3

I have a console app written using C# on the top of Core .NET 2.2 framework.

My application allows me to trigger long-running admin jobs using Windows task scheduler.

One of the admin jobs makes a web-API call which download lots of files before it uploads them onto Azure Blob storage. Here are the logical steps that my code will need to performs to get the job done

  1. Call the remote API which response with Mime message where each message represents a file.
  2. Parse out the Mime messages and convert each message into a MemoryStream creating a collection of MemoryStream

Once I have a collection with multiple 1000+ MemoryStream, I want to write each Stream onto the Azure Blob Storage. Since the write to the remote storage is slow, I am hoping that I can execute each write iteration using its own process or thread. This will allow me to have potintially 1000+ thread running at the same time in parallel instead of having to wait the result of each writes operation. Each thread will be responsible for logging any errors that potentially occur during the write/upload process. Any logged errors will be dealt with using a different job so I don't have to worry about retrying.

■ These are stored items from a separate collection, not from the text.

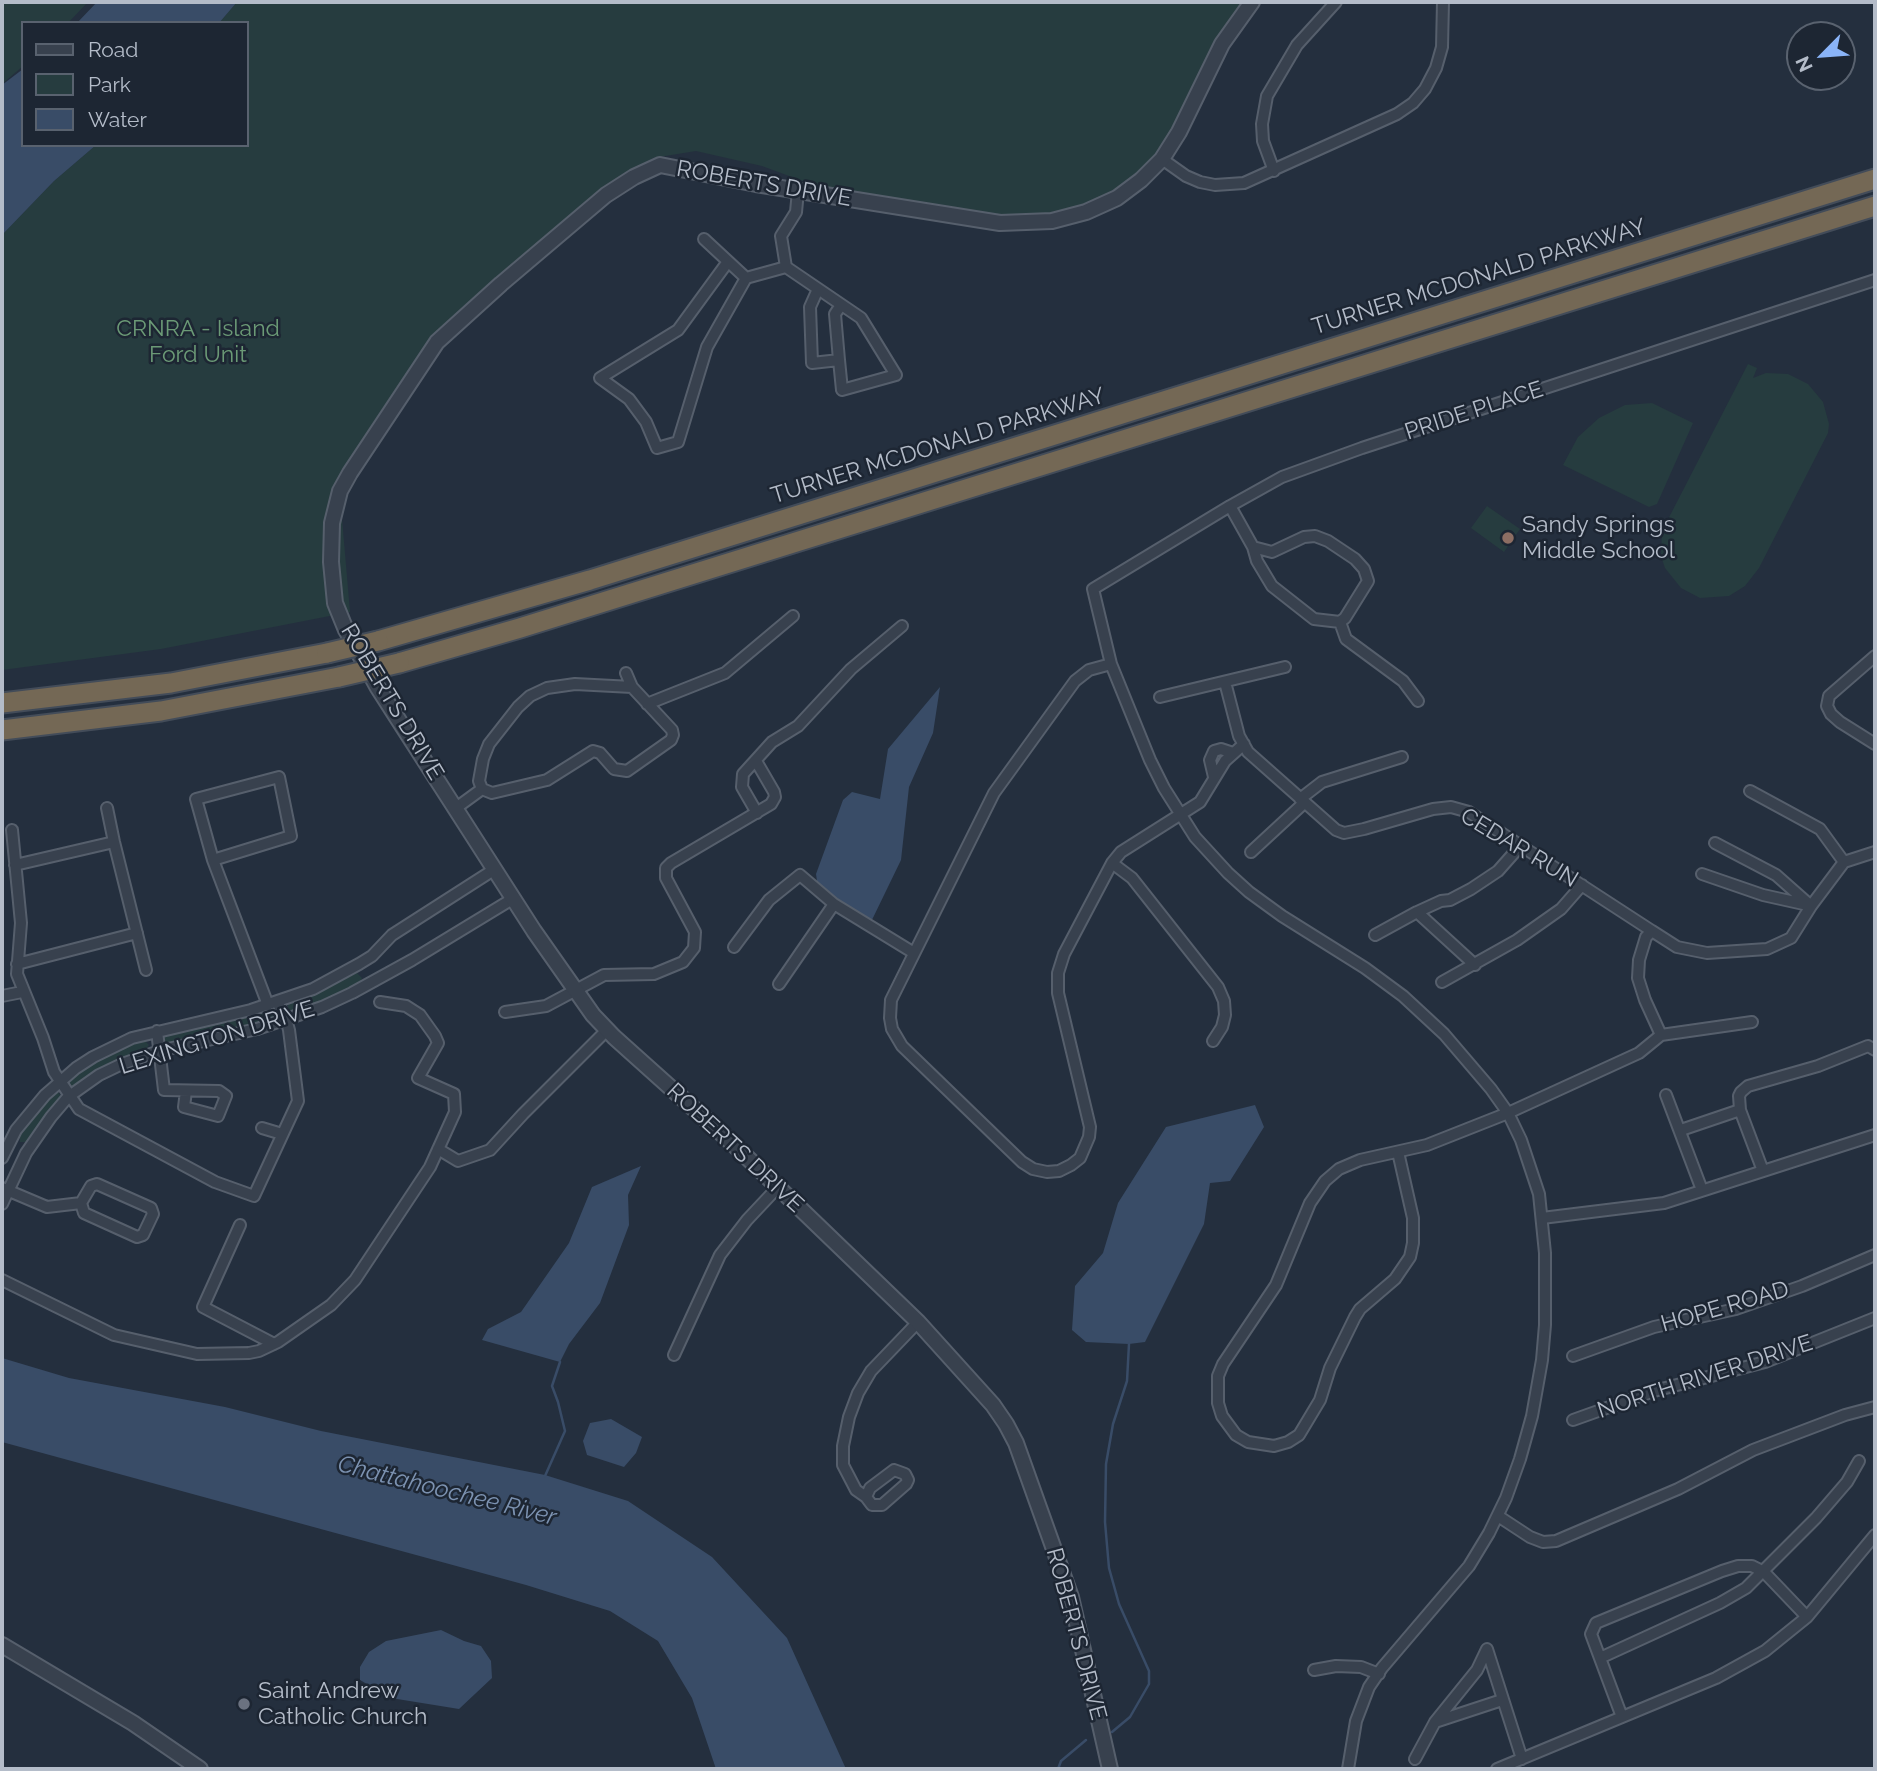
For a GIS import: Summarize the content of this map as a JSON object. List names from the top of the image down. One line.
{"streets":{"highway":["TURNER MCDONALD PARKWAY"],"street":["ROBERTS DRIVE","PRIDE PLACE","CEDAR RUN","LEXINGTON DRIVE","HOPE ROAD","NORTH RIVER DRIVE"]},"crossings":[["ROBERTS DRIVE","LEXINGTON DRIVE"]],"water":["Chattahoochee River"],"parks":["CRNRA - Island Ford Unit"],"places":["Sandy Springs Middle School","Saint Andrew Catholic Church"],"legend":["Road","Park","Water"],"north":"bottom left"}
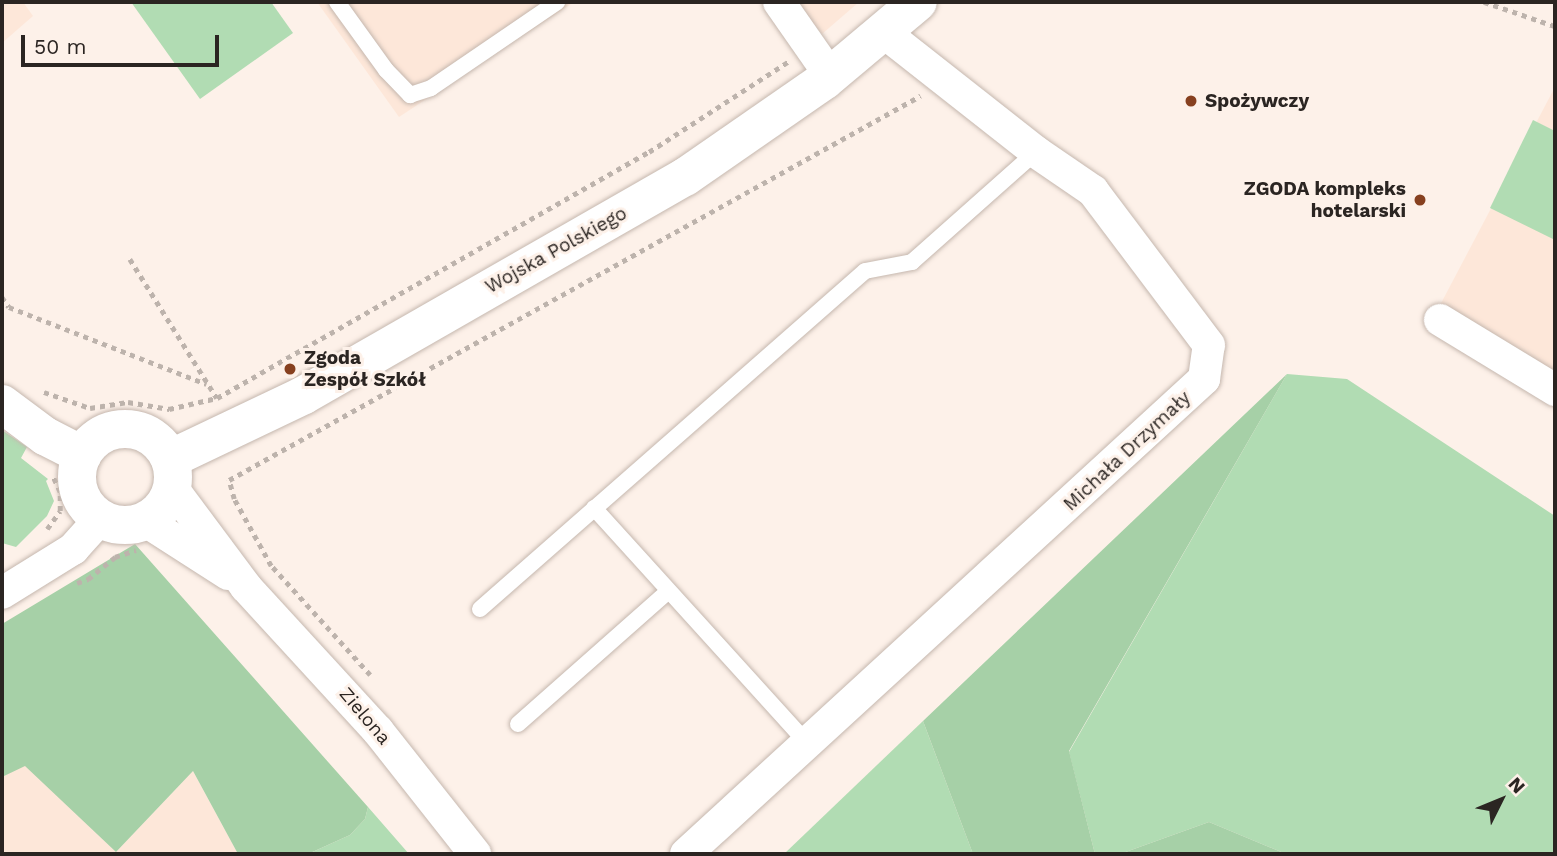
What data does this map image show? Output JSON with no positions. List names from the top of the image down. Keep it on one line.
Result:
{"streets":{"street":["Wojska Polskiego","Michała Drzymały","Zielona"]},"crossings":[["Wojska Polskiego","Michała Drzymały"],["Wojska Polskiego","Zielona"]],"places":["Spożywczy","ZGODA kompleks hotelarski","Zgoda Zespół Szkół"],"scale_bar":"50 m","north":"top right"}
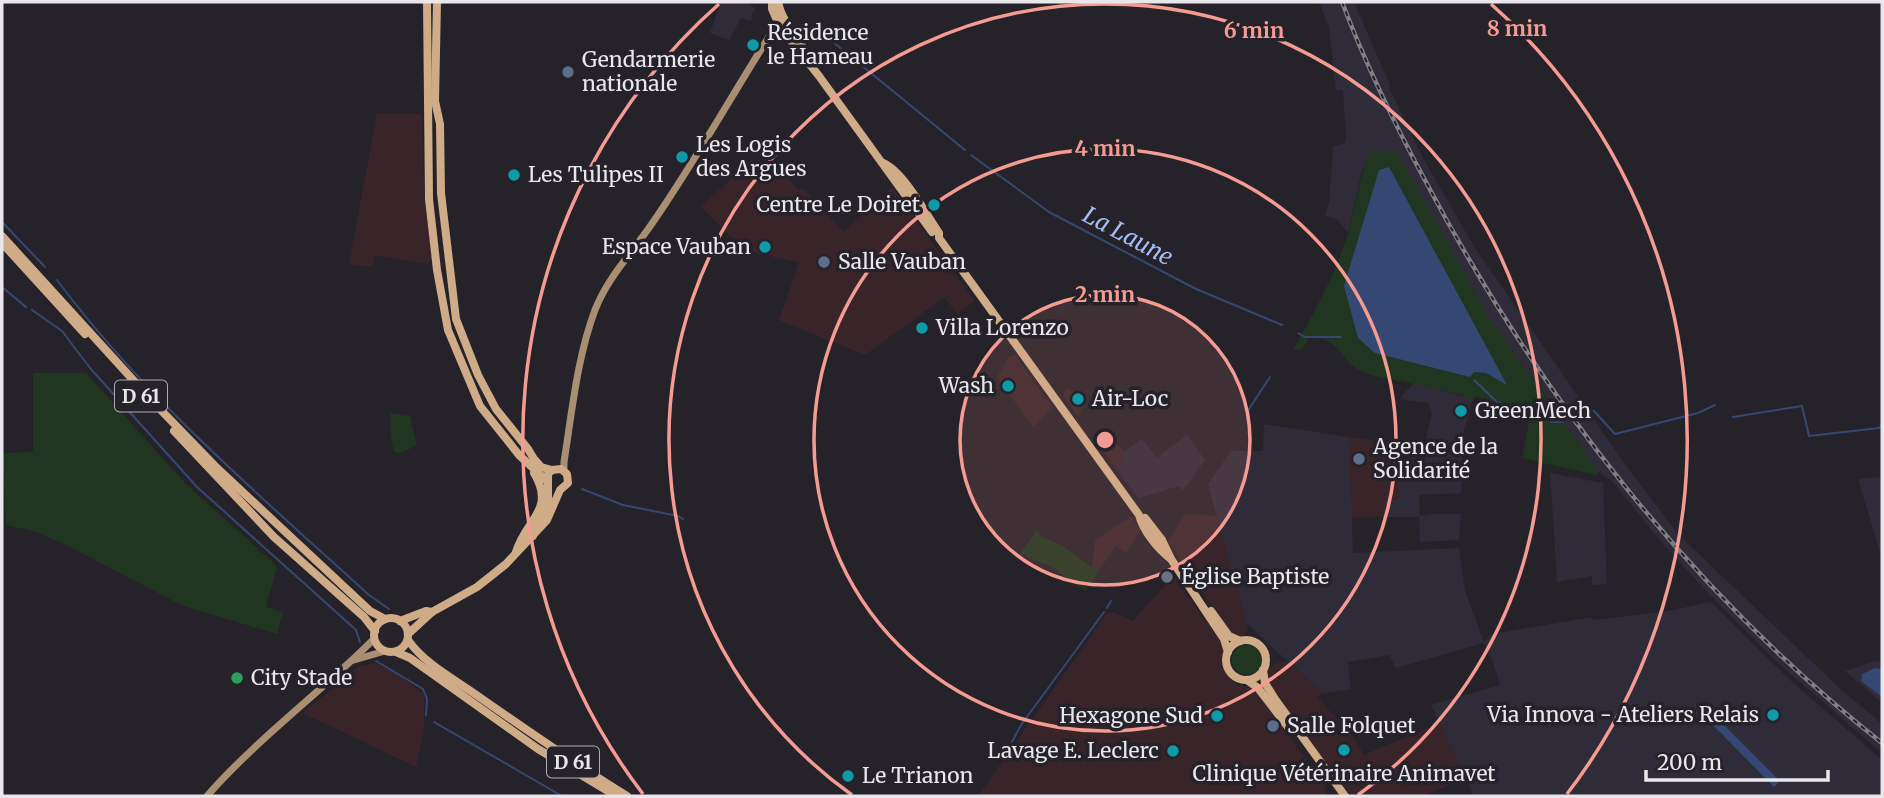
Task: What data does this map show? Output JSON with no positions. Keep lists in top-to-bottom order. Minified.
{"streets":{"main road":["D 61"]},"water":["La Laune"],"places":["Résidence le Hameau","Gendarmerie nationale","Les Logis des Argues","Les Tulipes II","Centre Le Doiret","Espace Vauban","Salle Vauban","Villa Lorenzo","Wash","Air-Loc","GreenMech","Agence de la Solidarité","Église Baptiste","City Stade","Via Innova - Ateliers Relais","Hexagone Sud","Salle Folquet","Clinique Vétérinaire Animavet","Lavage E. Leclerc","Le Trianon"],"scale_bar":"200 m","rings":["8 min","6 min","4 min","2 min"]}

My understanding is calling the code that writes/upload the stream asynchronously will do exactly that. In other words, I would say "there is a Stream execute it and run for as long as it takes. I don't really care about the result as long as the task gets completed."

While testing, I found out that my understanding of calling async is somewhat invalid. I was under the impression that when calling a method that is defined with async will get executed in the background thread/worker until that process is completed. But, my understanding failed when I tested the code. My code showed me that without adding the keyword await the async code is never really executed. At the same time, when the keyword await is added, the code will wait until the process finishes executing before it continues. In other words, adding await for my need will defeat the purpose of calling the method asynchronously.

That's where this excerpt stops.